Find the line containing "Map reading. Read", then return it and every line after it through the end of the records, exactly. Leave out pictures.

Supplied records Block Start

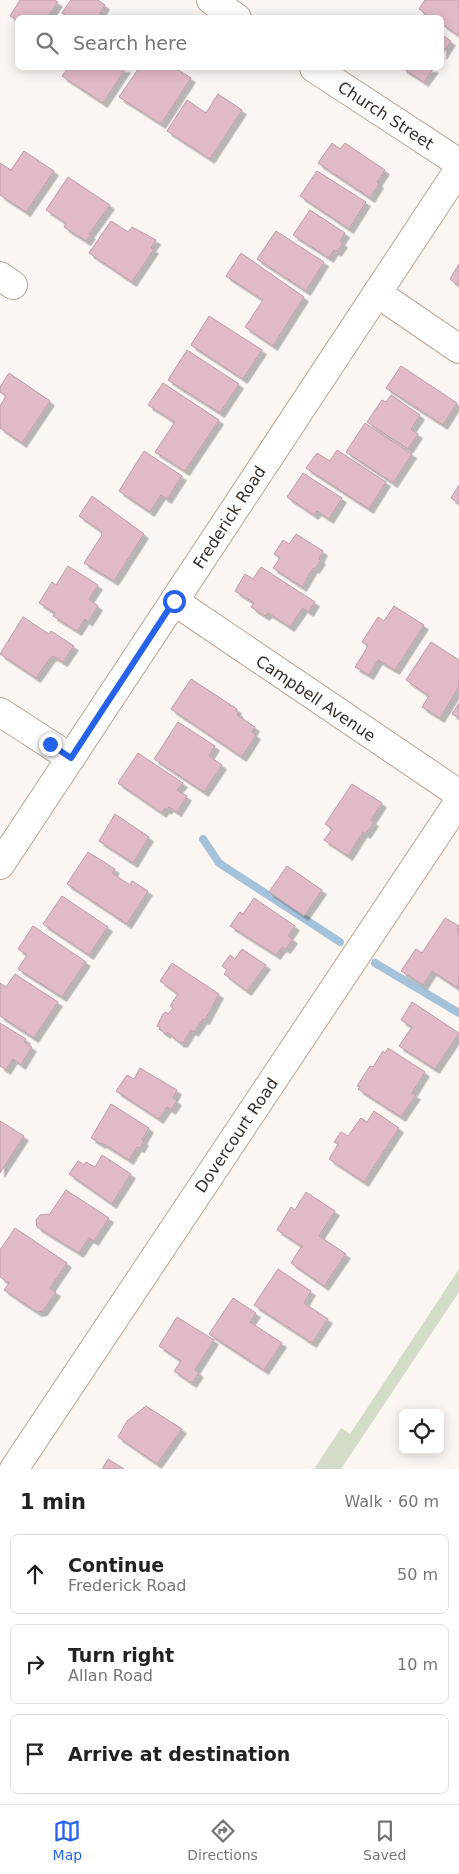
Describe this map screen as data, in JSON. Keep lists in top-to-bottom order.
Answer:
{
  "streets": {
    "street": [
      "Church Street",
      "Frederick Road",
      "Campbell Avenue",
      "Dovercourt Road"
    ]
  },
  "crossings": [
    ["Frederick Road", "Campbell Avenue"]
  ],
  "page": {
    "search": "Search here",
    "heading": ["1 min", "Walk · 60 m"],
    "list": [
      ["Continue", "Frederick Road", "50 m"],
      ["Turn right", "Allan Road", "10 m"],
      "Arrive at destination"
    ],
    "nav": ["Map", "Directions", "Saved"]
  }
}
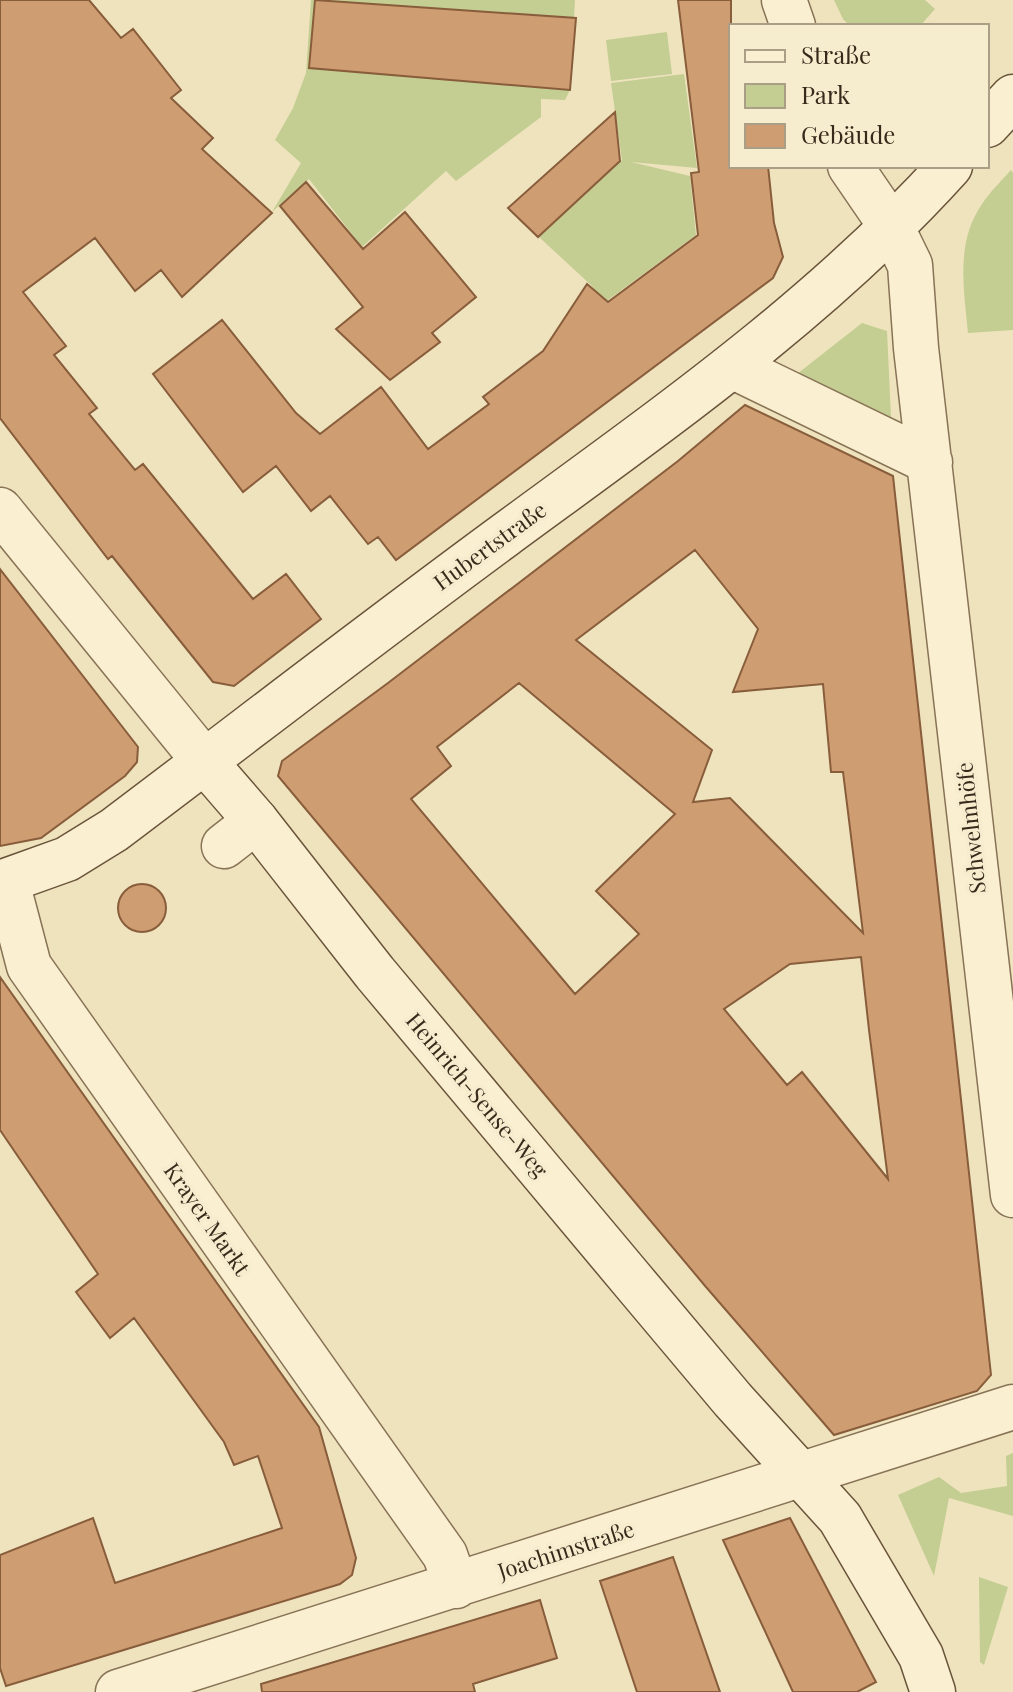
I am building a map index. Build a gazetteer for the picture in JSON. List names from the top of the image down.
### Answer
{
  "streets": {
    "street": [
      "Hubertstraße",
      "Schwelmhöfe",
      "Heinrich-Sense-Weg",
      "Krayer Markt",
      "Joachimstraße"
    ]
  },
  "crossings": [
    ["Hubertstraße", "Schwelmhöfe"],
    ["Hubertstraße", "Heinrich-Sense-Weg"],
    ["Hubertstraße", "Krayer Markt"],
    ["Heinrich-Sense-Weg", "Joachimstraße"],
    ["Krayer Markt", "Joachimstraße"]
  ],
  "legend": ["Straße", "Park", "Gebäude"]
}
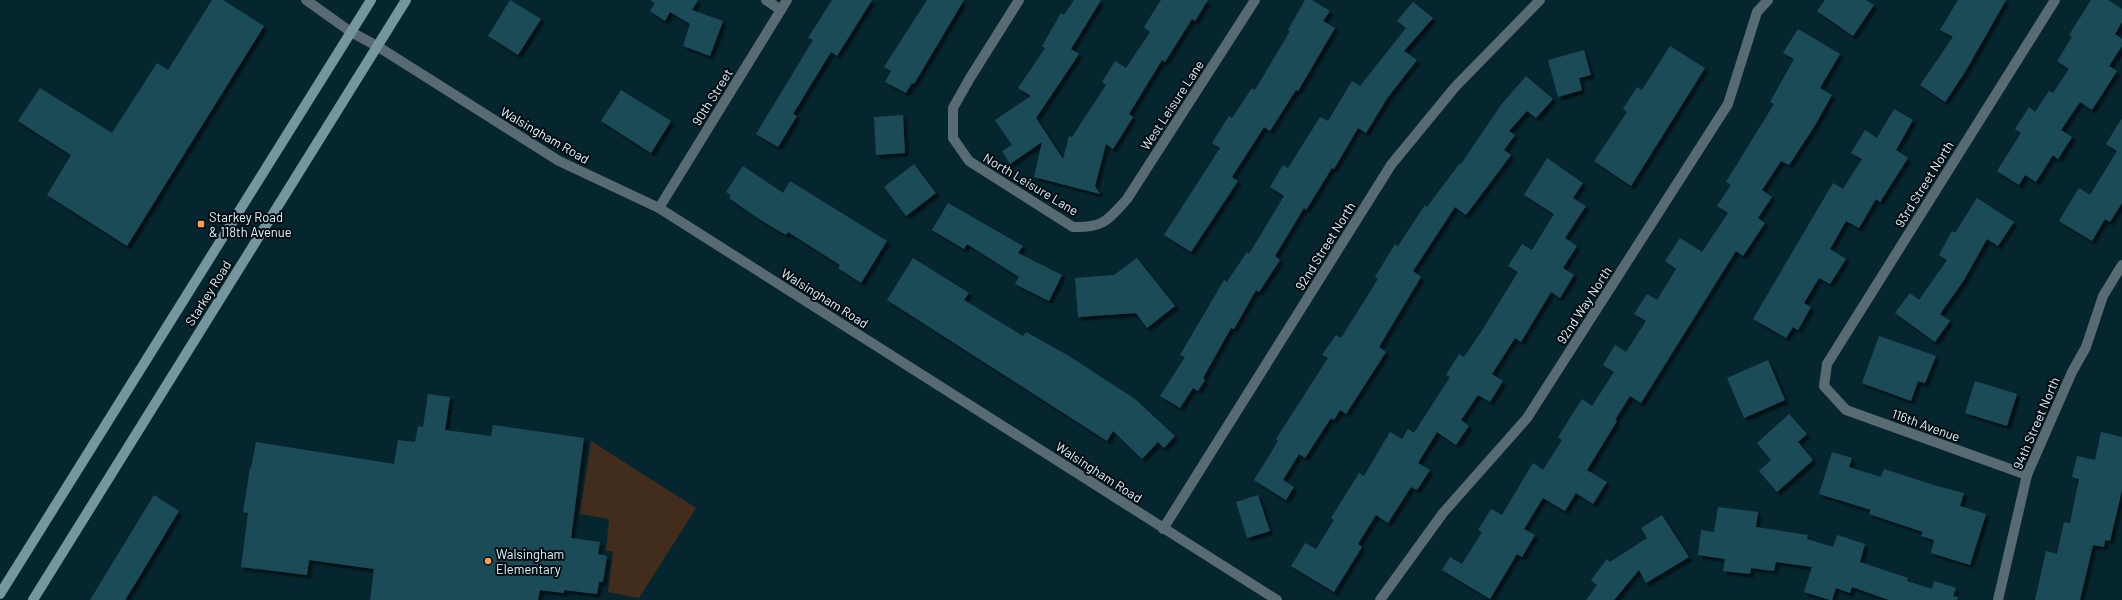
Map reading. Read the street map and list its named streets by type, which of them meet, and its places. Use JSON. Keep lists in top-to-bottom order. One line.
{"streets":{"main road":["Starkey Road"],"street":["90th Street","West Leisure Lane","Walsingham Road","North Leisure Lane","93rd Street North","92nd Street North","92nd Way North","94th Street North","116th Avenue"]},"crossings":[["90th Street","Walsingham Road"],["West Leisure Lane","North Leisure Lane"],["Walsingham Road","92nd Street North"],["Walsingham Road","Starkey Road"],["93rd Street North","116th Avenue"],["94th Street North","116th Avenue"]],"places":{"transit":["Starkey Road & 118th Avenue"],"other":["Walsingham Elementary"]}}
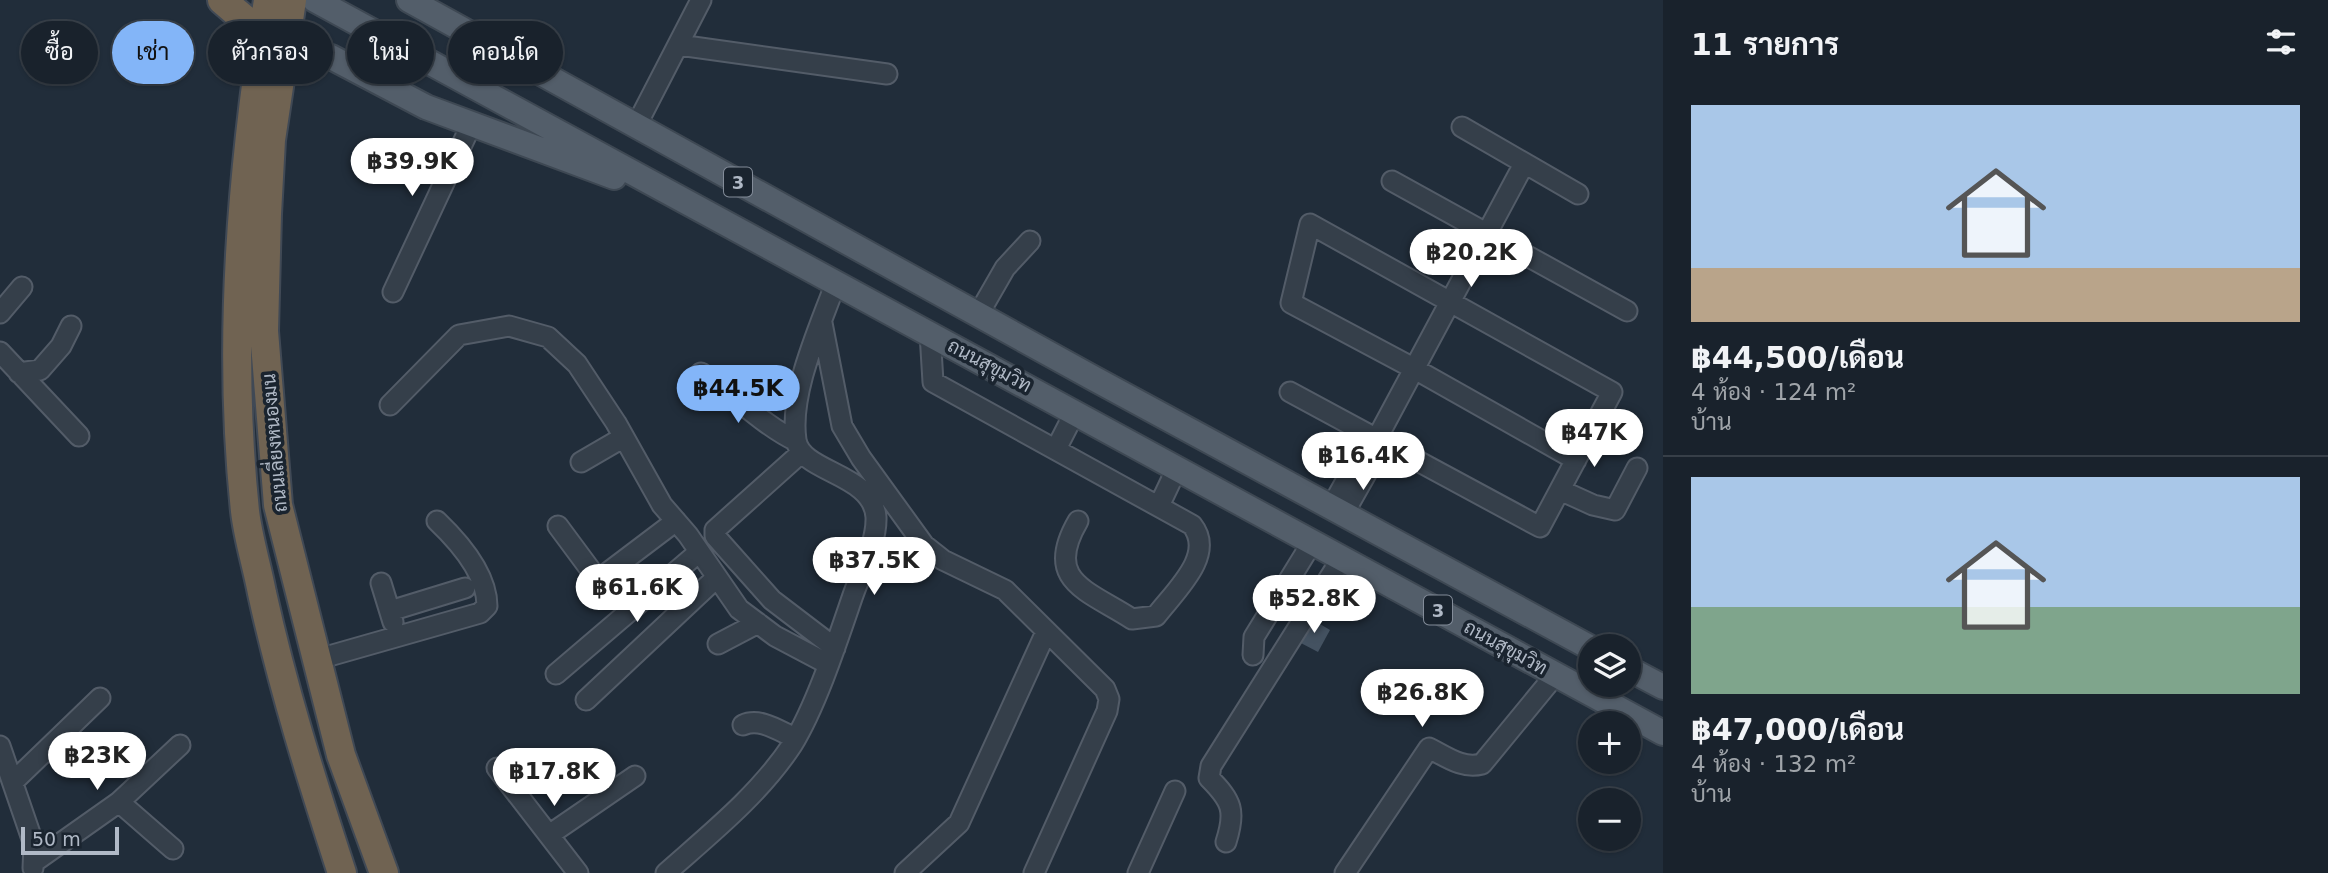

Supplied records Block End

** Finished exercise **
Map reading. Read the street map and list its named streets by type, which of them meet, and its places. Use JSON. Keep lists in top-to-bottom order. One line.
{"streets":{"main road":["Starkey Road"],"street":["90th Street","West Leisure Lane","Walsingham Road","North Leisure Lane","93rd Street North","92nd Street North","92nd Way North","94th Street North","116th Avenue"]},"crossings":[["90th Street","Walsingham Road"],["West Leisure Lane","North Leisure Lane"],["Walsingham Road","92nd Street North"],["Walsingham Road","Starkey Road"],["93rd Street North","116th Avenue"],["94th Street North","116th Avenue"]],"places":{"transit":["Starkey Road & 118th Avenue"],"other":["Walsingham Elementary"]}}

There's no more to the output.